なぜ今、コンシューマーGPU×DeepSpeedなのか?

生成AIの社会実装が急速に進む中、企業における独自モデル開発の機運が高まっています。しかし、NVIDIA H100やH200、さらには最新のBlackwellアーキテクチャ(B200など)を採用したデータセンター級GPUの利用コストは高騰の一途をたどっています。クラウド環境でフルスペックのLLM(大規模言語モデル)を学習させようとすれば、わずか数回の実験で数十万円規模の費用が発生することも珍しくありません。そのため、多くの開発現場や研究機関において「社内のワークステーションで、より低コストにLLM開発を内製化できないか?」という課題が深刻化しています。

そこで現実的な解決策として注目を集めているのが、DeepSpeedなどの分散学習ライブラリと、RTX 5090RTX 4090といったハイエンドコンシューマーGPUを組み合わせた、オンプレミス(自社運用)環境での学習基盤の構築です。

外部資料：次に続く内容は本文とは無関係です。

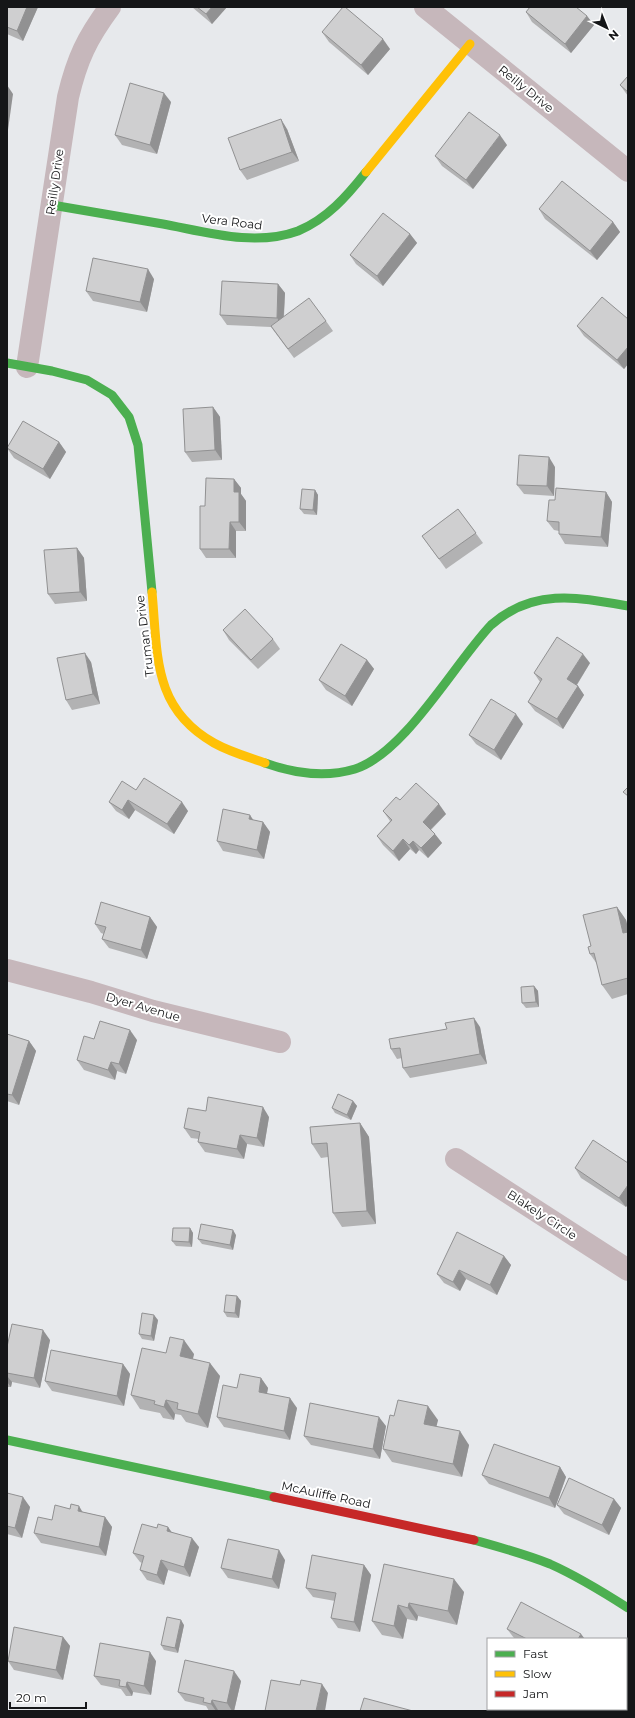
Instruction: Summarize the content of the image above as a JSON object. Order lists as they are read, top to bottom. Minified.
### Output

LLM開発における「VRAMの壁」とクラウドコストの増大

LLM開発において最大の障壁となるのが「GPUメモリ(VRAM)」の不足です。

現在、オープンモデルの主流は急速に進化し、巨大化しています。例えば、Llamaのような1B〜405Bまで幅広いパラメータサイズを展開するモデルや、MoE(Mixture of Experts:複数の専門家モデルを組み合わせる手法)アーキテクチャを採用したモデルなどをフルパラメーターで学習させる場合、単純計算でも数百GB単位のVRAMが必要となります(※日本語中心のタスクではQwen3系などの派生モデルが推奨されるケースも増えていますが、VRAMの要件が厳しい点に変わりはありません)。

かつてクラウドベースの機械学習で主力であり、現在も中規模プロジェクトでコストパフォーマンスに優れるとされるNVIDIA A100(80GB)であっても、単体では到底メモリが足りません。現在の主力であるH100やH200、次世代のRubinアーキテクチャであっても、大規模モデルの学習には複数枚を高速な専用通信網(NVLink)で接続した高額なクラスタ環境が必須となります。

しかし、クラウドでのハイエンドGPUインスタンスは時間単価が非常に高く、世界的な需要過多によりリソースの安定確保自体が困難な状況が続いています。これに対し、コンシューマー向けの最新ハイエンドモデルであるRTX 5090は32GB、前世代のRTX 4090は24GBのVRAMを搭載しています。単体の演算性能(FLOPS)においてはデータセンター級GPUに迫るポテンシャルを秘めており、導入コストは劇的に抑えられます。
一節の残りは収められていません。